Pour décarboner l’économie,
il faut soutenir les énergéticiens

Créé le

07.11.2023

-

Mis à jour le

20.11.2023

La transition vers une économie bas carbone suppose une prise de risque vis-à-vis des technologies nouvelles, voire plus de financements d’activités fortement émettrices.

Entre le bâton que représente la taxonomie de l’Union européenne (UE) et la carotte que sont l’Inflation Reduction Act américain, le projet de règlement européen pour une industrie à zéro émission nette ou la stratégie de transformation verte (GX) annoncée au Japon, sur la voie de la neutralité carbone, nous aurons besoin à la fois de la carotte et du bâton pour garantir que suffisamment de capitaux soient dirigés vers ce que le secteur financier appelle la « finance de transition ».

L’annonce récente, par la Commission européenne, de son intention de mieux définir la finance de transition dans le cadre de l’UE est à saluer. Permettre à d’importantes institutions financières de financer la transition représente une immense opportunité commerciale, qui suppose d’identifier avec précision où se situe le risque climatique dans nos économies et nos bilans financiers.

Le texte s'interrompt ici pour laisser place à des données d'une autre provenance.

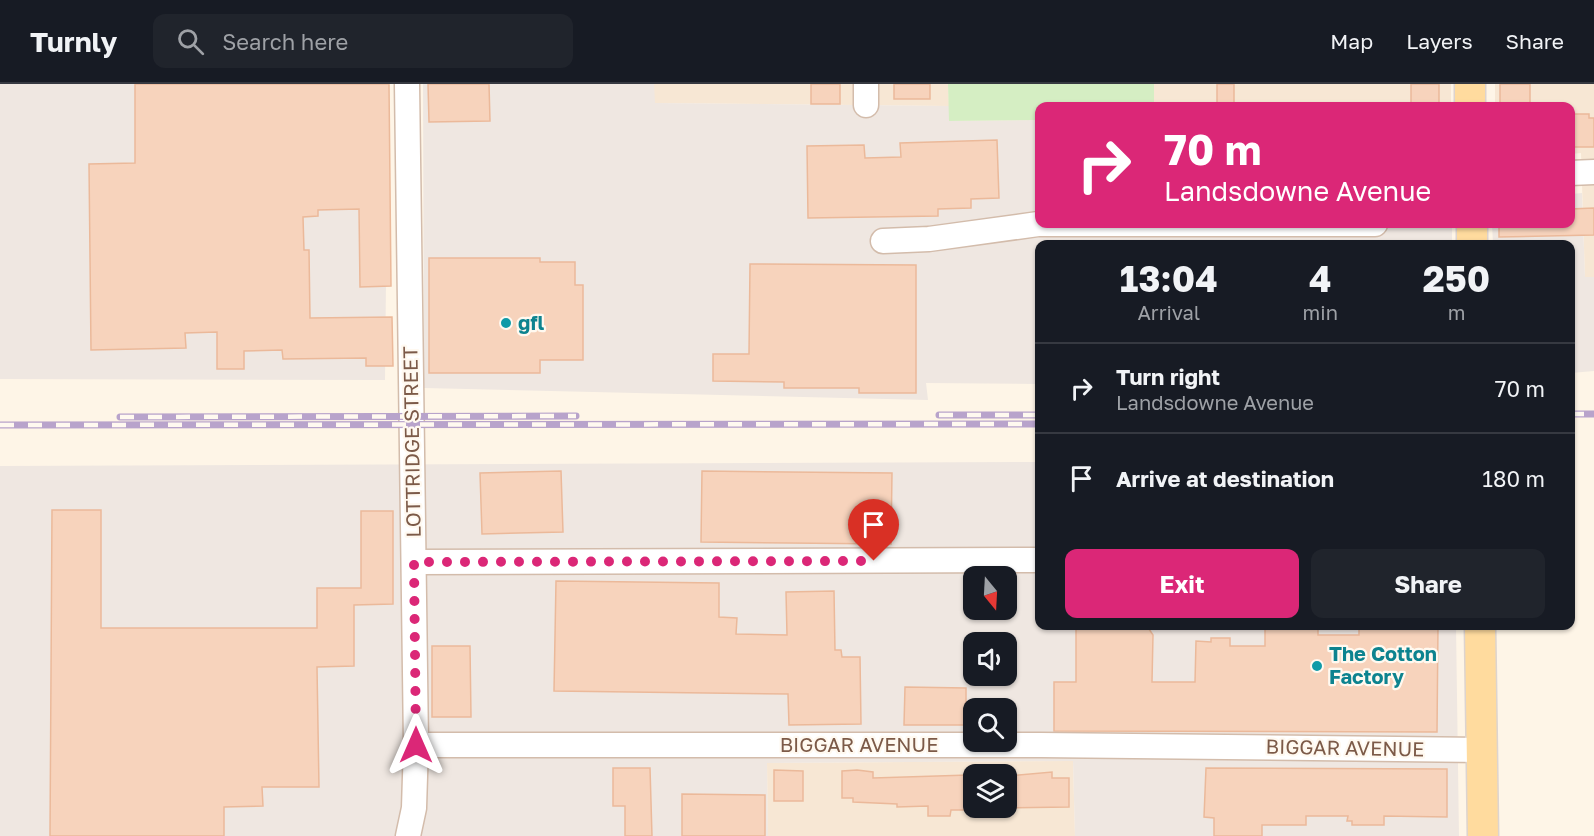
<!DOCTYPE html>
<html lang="en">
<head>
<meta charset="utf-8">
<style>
  body { margin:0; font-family:"Golos Text",sans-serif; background:#20242c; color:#f1f3f6; height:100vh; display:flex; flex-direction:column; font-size:22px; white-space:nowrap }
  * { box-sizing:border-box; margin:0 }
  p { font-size:20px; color:#9ea1a6 }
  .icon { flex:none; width:33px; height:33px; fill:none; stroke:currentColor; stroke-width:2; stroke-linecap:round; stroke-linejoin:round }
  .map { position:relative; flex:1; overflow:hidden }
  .details { position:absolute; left:1035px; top:156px; width:540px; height:390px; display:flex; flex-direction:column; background:#171b24; border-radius:12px; box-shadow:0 2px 4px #0004 }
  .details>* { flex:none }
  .hud { position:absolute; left:1035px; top:18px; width:540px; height:126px; border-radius:12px; box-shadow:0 2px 4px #0004; background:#db2777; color:#fff; overflow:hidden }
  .needle { width:39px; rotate:162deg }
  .controls { position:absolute; left:963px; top:482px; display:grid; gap:12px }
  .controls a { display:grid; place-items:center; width:54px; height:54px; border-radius:12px; background:#171b24; box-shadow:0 2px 4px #0004; font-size:30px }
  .pin { position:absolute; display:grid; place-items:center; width:51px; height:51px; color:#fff; margin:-62px -26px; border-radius:50% 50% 50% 0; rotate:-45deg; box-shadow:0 0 6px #0007 }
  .pin .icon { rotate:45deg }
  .me { position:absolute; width:66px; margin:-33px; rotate:0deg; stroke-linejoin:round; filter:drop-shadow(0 0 4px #0008) }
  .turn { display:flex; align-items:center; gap:21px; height:126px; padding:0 30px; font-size:27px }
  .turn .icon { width:78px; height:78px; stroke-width:2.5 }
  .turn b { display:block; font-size:42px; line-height:51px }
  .eta { display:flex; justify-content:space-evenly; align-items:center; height:102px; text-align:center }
  .eta b { font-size:36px; font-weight:700; line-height:42px }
  .cta { display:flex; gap:12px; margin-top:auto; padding:12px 30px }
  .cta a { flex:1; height:69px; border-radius:12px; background:#db2777; color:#fff; font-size:24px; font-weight:700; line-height:69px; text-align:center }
  .cta a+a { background:#20242c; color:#f1f3f6 }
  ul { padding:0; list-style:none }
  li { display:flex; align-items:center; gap:18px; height:90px; padding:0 30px; border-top:2px solid #363941 }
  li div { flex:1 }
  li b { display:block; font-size:22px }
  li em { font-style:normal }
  header { display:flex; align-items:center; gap:36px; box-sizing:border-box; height:84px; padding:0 30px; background:#171b24; border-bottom:2px solid #363941 }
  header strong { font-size:28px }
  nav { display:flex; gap:33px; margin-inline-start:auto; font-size:21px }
  .search { width:420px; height:54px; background:#20242c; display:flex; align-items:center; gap:15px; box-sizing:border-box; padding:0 21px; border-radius:12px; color:#9ea1a6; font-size:22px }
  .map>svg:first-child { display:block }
  .residential { fill:#f7e7d4; fill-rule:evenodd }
  .industrial { fill:#efe7e1; fill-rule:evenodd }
  .green { fill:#d5eec3 }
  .building { fill:#f7d3bc; stroke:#ebb99a; stroke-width:1.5 }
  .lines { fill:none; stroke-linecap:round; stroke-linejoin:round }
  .minor-casing { stroke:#d3bcab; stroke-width:27 }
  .major-casing { stroke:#ddd4cf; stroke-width:33 }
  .minor { stroke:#fff; stroke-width:24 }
  .major { stroke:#ffdb9e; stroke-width:30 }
  .rail-casing { stroke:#b8a3cb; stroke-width:7 }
  .rail { stroke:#fff9f0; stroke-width:4.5; stroke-dasharray:14; stroke-linecap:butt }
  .route { stroke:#db2777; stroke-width:10; stroke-dasharray:0 18 }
  .culture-dot { fill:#0f9aa8; stroke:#fff9f0; stroke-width:2 }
  .labels { text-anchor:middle; stroke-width:4.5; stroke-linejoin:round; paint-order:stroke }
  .culture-label { font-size:20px; font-weight:bold; fill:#0d838f; stroke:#fff9f0; text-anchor:start }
  .street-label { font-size:20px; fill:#7c5a48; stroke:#fff9f0 }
</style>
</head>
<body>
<header>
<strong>Turnly</strong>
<div class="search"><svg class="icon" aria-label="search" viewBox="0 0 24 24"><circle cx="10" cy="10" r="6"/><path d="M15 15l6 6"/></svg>Search here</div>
<nav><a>Map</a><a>Layers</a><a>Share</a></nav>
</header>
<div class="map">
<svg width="1594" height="752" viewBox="0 0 1594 752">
  <rect width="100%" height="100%" fill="#fef5e7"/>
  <g class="residential">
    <polygon points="654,0 948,0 949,22 654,19"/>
    <rect x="1154" y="0" width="297" height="22"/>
    <polygon points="1495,0 1594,0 1594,193 1585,194 1581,69 1571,70 1570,22 1495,22"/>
    <path d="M1073,677L1075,752H768L767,679ZM974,690H1006V723H974Z"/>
  </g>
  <g class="industrial">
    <polygon points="0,0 388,0 385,296 0,295"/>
    <polygon points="423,0 654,0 655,19 949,22 949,37 1039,36 1040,140 1452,140 1452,160 1040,160 1039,300 926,299 928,316 424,304"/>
    <polygon points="1582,109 1585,193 1594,193 1594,287 1571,289 1570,160 1493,160 1492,140 1570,140 1571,110"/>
    <path d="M1039,378L1040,542H1456L1459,752H1075L1073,677L767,679L768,752H0V382ZM974,492H1006V525H974ZM974,558H1006V591H974ZM974,624H1006V657H974Z"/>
  </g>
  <polygon class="green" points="948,0 1154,0 1154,22 1040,22 1039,36 949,37"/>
  <g class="building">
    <polygon points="135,0 389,0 391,202 360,203 359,125 318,126 318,132 303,133 304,166 309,166 310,234 392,233 393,282 366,282 366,274 283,275 282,266 244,267 244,285 217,285 217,248 185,249 186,264 91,266 89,80 135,79"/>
    <polygon points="428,0 489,0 490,37 429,38"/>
    <rect x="811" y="0" width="29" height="20"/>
    <rect x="894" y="0" width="36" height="15"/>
    <rect x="1217" y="0" width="17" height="22"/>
    <rect x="1411" y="0" width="28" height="22"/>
    <rect x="1500" y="0" width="30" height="22"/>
    <polygon points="1570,30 1589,30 1589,34 1594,34 1594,63 1570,63"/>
    <polygon points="997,56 999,114 971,115 971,124 938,125 938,132 808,134 807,62 864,61 865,74 901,73 900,59"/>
    <polygon points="1594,124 1594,151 1499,153 1499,140 1570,140 1570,125"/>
    <polygon points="429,174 540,174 540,178 575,178 575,201 583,201 583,276 540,276 540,289 429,289"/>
    <polygon points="750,180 916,181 916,309 859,309 859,304 784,304 784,298 713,297 713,270 749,270"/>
    <polygon points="561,387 563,448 482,450 480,389"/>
    <polygon points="702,387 892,389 891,460 701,458"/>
    <polygon points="52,426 101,426 101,544 317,544 317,504 361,504 361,427 393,427 393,520 354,521 354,582 317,583 319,703 262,703 263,722 224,723 224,752 50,752"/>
    <polygon points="556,497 719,499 719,533 737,534 736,550 787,551 786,508 834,507 835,566 841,566 842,573 860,573 861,640 789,641 788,610 554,607"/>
    <polygon points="1265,542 1318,542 1318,551 1359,551 1359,542 1438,542 1437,648 1054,647 1054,598 1076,598 1076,545 1149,545 1153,551 1152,598 1195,598 1196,557 1211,558 1211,554 1230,554 1230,562 1265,562"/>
    <polygon points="432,562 470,562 471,633 432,633"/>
    <polygon points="905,603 966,604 966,641 904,641"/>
    <polygon points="613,684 650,684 652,752 625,752 625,722 613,722"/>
    <polygon points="1206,684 1447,685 1447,733 1384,732 1384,741 1352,741 1352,737 1347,737 1348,732 1306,732 1306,741 1262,741 1262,752 1214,752 1214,734 1204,733"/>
    <polygon points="774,686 803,687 803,717 774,717"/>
    <polygon points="857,686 873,688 873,694 969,691 974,693 974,716 967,717 967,726 951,726 950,732 928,732 928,722 897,723 897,720 853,718 853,714 842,714 842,687"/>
    <polygon points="1052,688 1052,694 1069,694 1069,723 1006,724 1006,692"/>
    <polygon points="682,710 765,711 765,752 682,752"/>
  </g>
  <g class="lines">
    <defs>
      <g id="minor">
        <polyline points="407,0 416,661 414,724 408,752"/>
        <polyline points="866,0 866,21"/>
        <polyline points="1570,89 1594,88"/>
        <polyline points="883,157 929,155 1038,140 1375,140"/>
        <polyline points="414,478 1040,476"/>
        <polyline points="416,661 1041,661 1482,666"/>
      </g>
      <g id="major">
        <polyline points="1470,0 1470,22"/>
        <polyline points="1472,140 1472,160"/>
        <polyline points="1480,542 1483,752"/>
      </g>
    </defs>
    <use href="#minor" class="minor-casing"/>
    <use href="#major" class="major-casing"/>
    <use href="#minor" class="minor"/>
    <use href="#major" class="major"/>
    <defs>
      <g id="rail">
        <polyline points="1570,330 1594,330"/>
        <polyline points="939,331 1040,331"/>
        <polyline points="120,333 576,332"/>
        <polyline points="0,341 1040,340"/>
      </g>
    </defs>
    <use href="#rail" class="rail-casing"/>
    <use href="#rail" class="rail"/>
  </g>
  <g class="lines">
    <polyline class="route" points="416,661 414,478 874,477"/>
  </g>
  <g class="culture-dot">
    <circle cx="506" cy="239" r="6"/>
    <circle cx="1317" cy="582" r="6"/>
  </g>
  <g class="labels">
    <g class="culture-label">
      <text x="518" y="246">gfl</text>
      <text x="1329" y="577">The Cotton<tspan x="1329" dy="23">Factory</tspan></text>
    </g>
    <g class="street-label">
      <text transform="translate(412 358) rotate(-91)" y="7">LOTTRIDGE STREET</text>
      <text x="859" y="668">BIGGAR AVENUE</text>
      <text transform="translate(1345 664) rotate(1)" y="7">BIGGAR AVENUE</text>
    </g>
  </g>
</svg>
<div class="controls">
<a><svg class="needle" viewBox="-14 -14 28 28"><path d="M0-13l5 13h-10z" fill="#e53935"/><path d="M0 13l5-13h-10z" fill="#9ea1a6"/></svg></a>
<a><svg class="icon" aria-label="sound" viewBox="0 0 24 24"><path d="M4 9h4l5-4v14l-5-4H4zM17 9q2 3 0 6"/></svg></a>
<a><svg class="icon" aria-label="search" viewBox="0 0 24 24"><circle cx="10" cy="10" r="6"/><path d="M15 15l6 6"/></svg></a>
<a><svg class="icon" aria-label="layers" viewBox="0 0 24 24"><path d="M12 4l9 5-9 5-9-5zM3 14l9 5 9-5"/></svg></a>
</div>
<div class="pin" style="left:874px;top:477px;background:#d93025"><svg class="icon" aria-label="arrive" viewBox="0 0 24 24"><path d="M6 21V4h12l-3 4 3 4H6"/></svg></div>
<svg class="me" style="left:416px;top:661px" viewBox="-20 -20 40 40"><path d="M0-17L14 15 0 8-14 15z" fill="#db2777" stroke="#fff" stroke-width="4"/></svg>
<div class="hud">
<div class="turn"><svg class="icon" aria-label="right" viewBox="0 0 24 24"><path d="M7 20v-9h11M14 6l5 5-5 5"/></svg><div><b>70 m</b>Landsdowne Avenue</div></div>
</div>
<section class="details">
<div class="eta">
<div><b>13:04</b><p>Arrival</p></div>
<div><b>4</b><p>min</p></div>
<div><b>250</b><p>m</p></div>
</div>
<ul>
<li><svg class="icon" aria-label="right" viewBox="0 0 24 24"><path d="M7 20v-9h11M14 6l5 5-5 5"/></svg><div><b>Turn right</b><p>Landsdowne Avenue</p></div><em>70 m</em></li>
<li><svg class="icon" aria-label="arrive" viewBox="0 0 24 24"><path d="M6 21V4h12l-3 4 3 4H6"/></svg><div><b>Arrive at destination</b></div><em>180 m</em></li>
</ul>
<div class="cta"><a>Exit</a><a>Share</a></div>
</section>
</div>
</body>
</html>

Le succès de la stratégie du secteur financier d’atténuation des risques liés au changement climatique dépendra de la capacité des gouvernements, des entreprises et des institutions à prendre des décisions éclairées sur la meilleure manière de déployer les financements. Il est possible que le déploiement du financement de transition entraîne une augmentation temporaire de nos « émissions financées ».

Crédible, réaliste et rentable

La transition nécessaire pour parvenir à un monde bas-carbone est sans précédent et demande une transformation de fond en comble des secteurs de l’industrie et de l’énergie. Elle exige une compréhension profonde des technologies disponibles et viables. Elle repose également sur un dialogue entre les décideurs politiques, la société et le secteur privé, afin qu’ils s’accordent pour décider si les hypothèses actuelles, les méthodologies et les nouvelles technologies disponibles aujourd’hui et à l’avenir peuvent nous permettre d’atteindre notre objectif « zéro émission nette » de manière crédible, réaliste, mais aussi rentable.

Au Japon, l’énergie et l’industrie (verre, ciment, acier, papier, chimie) sont responsables de 70 % des émissions. L’accent est souvent mis sur le « E » de « ESG », mais si nous ne procédons pas à une réforme totale du système énergétique mondial, nous ne serons pas en mesure de décarboner d’autres secteurs importants. Réduire le CO2 dans le secteur de l’énergie se justifie dans de nombreux autres pays d’Asie.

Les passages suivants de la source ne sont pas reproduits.